Work required:
Search the records below for the string "Railway", and report each line that contains it.

(Collected data entries)
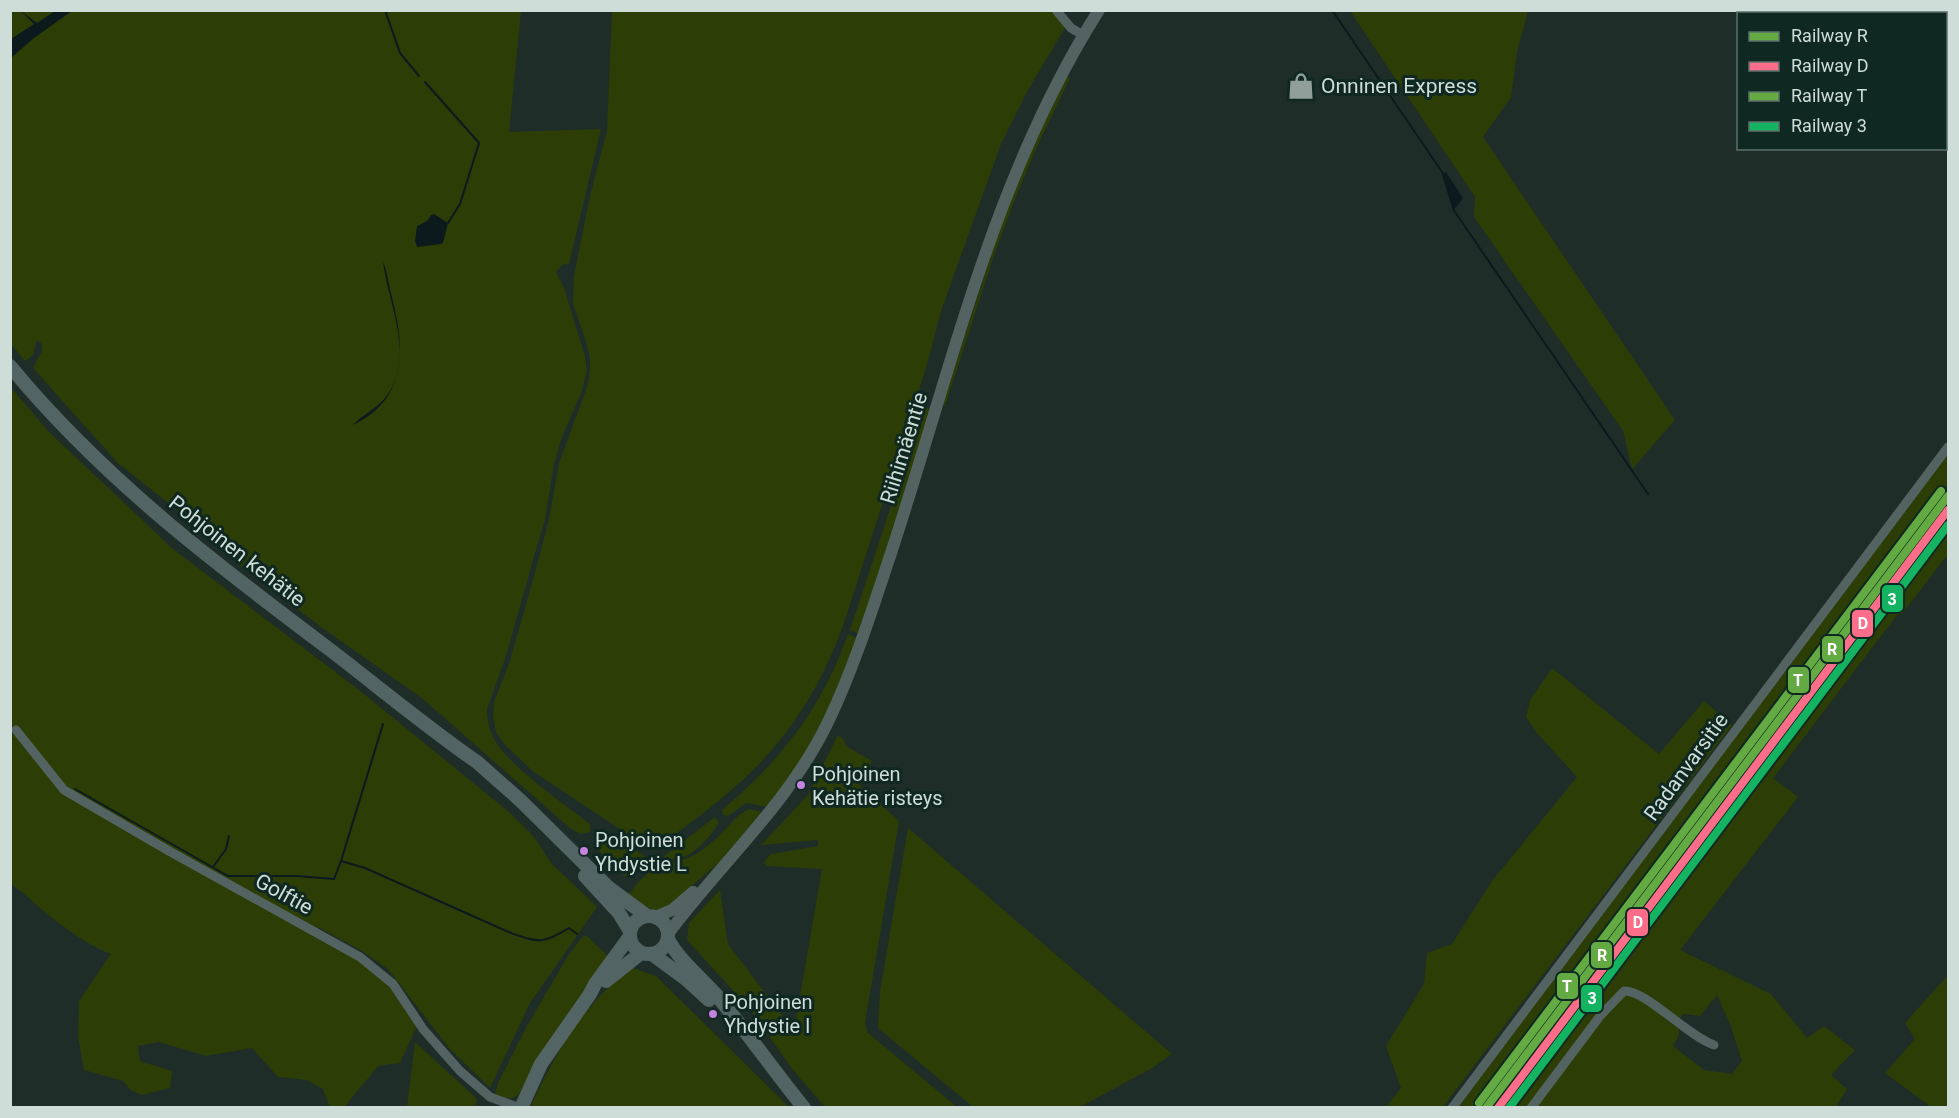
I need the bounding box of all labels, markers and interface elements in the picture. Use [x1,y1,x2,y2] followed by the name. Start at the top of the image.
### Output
[1737,12,1947,150] legend
[1791,25,1868,46] text: Railway R
[1791,55,1869,76] text: Railway D
[1286,71,1316,101] shop icon: Onninen Express
[1321,74,1477,98] place label: Onninen Express
[1791,85,1867,106] text: Railway T
[1791,115,1867,136] text: Railway 3
[876,389,932,507] street label: Riihimäentie
[164,490,310,612] street label: Pohjoinen kehätie
[1881,584,1904,613] line badge: 3
[1887,590,1897,609] text: 3
[1851,609,1874,638] line badge: D
[1858,614,1868,633] text: D
[1821,635,1844,663] line badge: R
[1827,640,1837,659] text: R
[1787,666,1810,694] line badge: T
[1793,671,1803,690] text: T
[1639,709,1733,825] street label: Radanvarsitie
[812,762,943,810] place label: Pohjoinen Kehätie risteys
[795,779,807,791] marker: Pohjoinen Kehätie risteys
[595,828,687,876] place label: Pohjoinen Yhdystie L
[578,845,590,857] marker: Pohjoinen Yhdystie L
[251,869,317,919] street label: Golftie
[1626,908,1649,937] line badge: D
[1633,913,1643,932] text: D
[1590,941,1613,969] line badge: R
[1597,946,1607,965] text: R
[1556,972,1579,1000] line badge: T
[1562,977,1572,996] text: T
[1580,984,1603,1013] line badge: 3
[1587,989,1597,1008] text: 3
[724,990,813,1038] place label: Pohjoinen Yhdystie I
[707,1008,719,1020] marker: Pohjoinen Yhdystie I

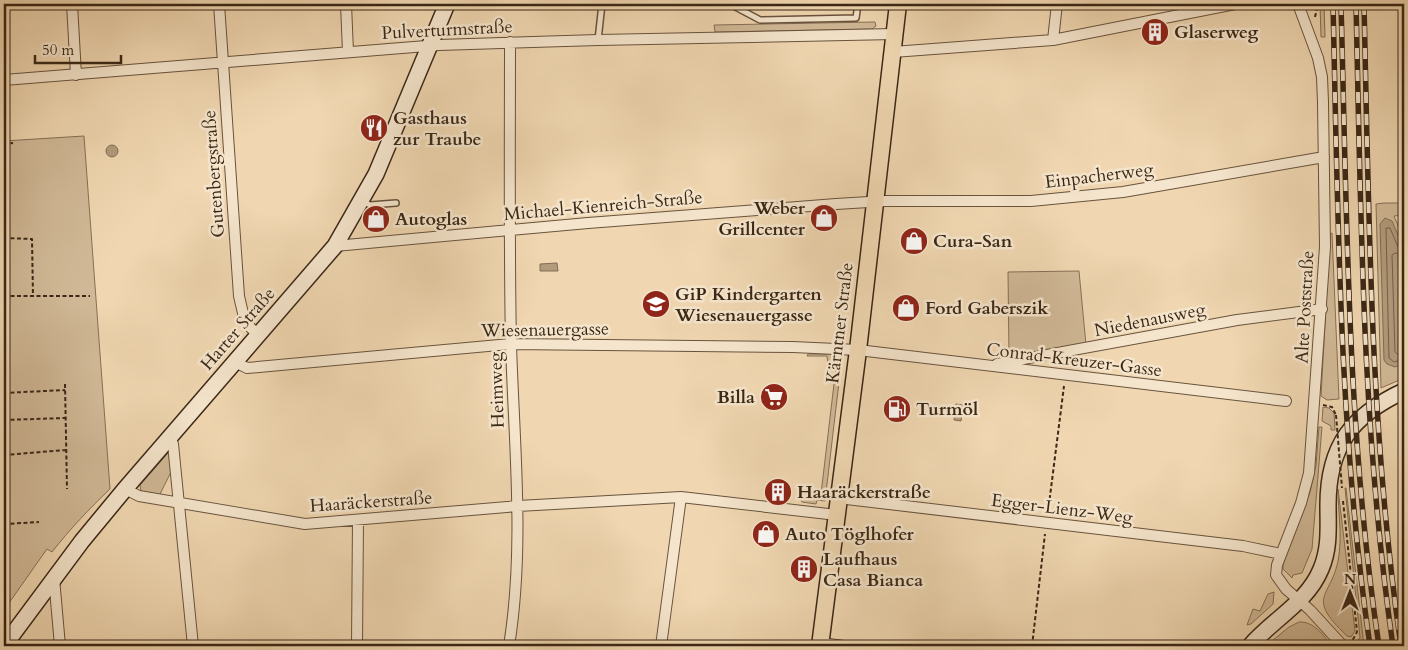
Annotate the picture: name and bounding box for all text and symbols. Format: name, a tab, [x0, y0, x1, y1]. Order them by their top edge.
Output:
street label: Pulverturmstraße	[381, 14, 513, 46]
building icon: Glaserweg	[1140, 17, 1170, 47]
place label: Glaserweg	[1174, 20, 1258, 45]
scale bar	[35, 32, 121, 64]
text: 50 m	[42, 40, 74, 60]
place label: Gasthaus zur Traube	[393, 106, 482, 152]
street label: Gutenbergstraße	[197, 109, 231, 239]
restaurant icon: Gasthaus zur Traube	[359, 113, 389, 143]
street label: Einpacherweg	[1043, 157, 1156, 195]
street label: Michael-Kienreich-Straße	[503, 185, 703, 227]
place label: Weber Grillcenter	[718, 196, 806, 242]
shop icon: Weber Grillcenter	[809, 203, 839, 233]
shop icon: Autoglas	[361, 204, 391, 234]
place label: Autoglas	[395, 207, 467, 232]
shop icon: Cura-San	[899, 226, 929, 256]
place label: Cura-San	[933, 229, 1013, 254]
street label: Alte Poststraße	[1290, 250, 1320, 364]
street label: Kärntner Straße	[820, 261, 860, 385]
street label: Harter Straße	[195, 282, 281, 376]
place label: GiP Kindergarten Wiesenauergasse	[674, 282, 822, 328]
school or university icon: GiP Kindergarten Wiesenauergasse	[641, 289, 671, 319]
shop icon: Ford Gaberszik	[891, 293, 921, 323]
place label: Ford Gaberszik	[925, 296, 1049, 321]
street label: Niedenausweg	[1092, 297, 1209, 343]
street label: Wiesenauergasse	[480, 316, 609, 344]
street label: Conrad-Kreuzer-Gasse	[985, 337, 1163, 383]
street label: Heimweg	[483, 351, 511, 429]
supermarket icon: Billa	[759, 382, 789, 412]
place label: Billa	[717, 385, 755, 410]
fuel station icon: Turmöl	[882, 394, 912, 424]
place label: Turmöl	[916, 397, 978, 422]
building icon: Haaräckerstraße	[763, 477, 793, 507]
place label: Haaräckerstraße	[797, 480, 931, 505]
street label: Haaräckerstraße	[309, 485, 433, 519]
street label: Egger-Lienz-Weg	[990, 488, 1135, 530]
shop icon: Auto Töglhofer	[751, 519, 781, 549]
place label: Auto Töglhofer	[785, 522, 915, 547]
place label: Laufhaus Casa Bianca	[823, 547, 923, 593]
building icon: Laufhaus Casa Bianca	[789, 554, 819, 584]
north arrow	[1326, 568, 1376, 618]
text: N	[1344, 570, 1356, 589]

Reply:
[1791,25,1868,46] text: Railway R
[1791,55,1869,76] text: Railway D
[1791,85,1867,106] text: Railway T
[1791,115,1867,136] text: Railway 3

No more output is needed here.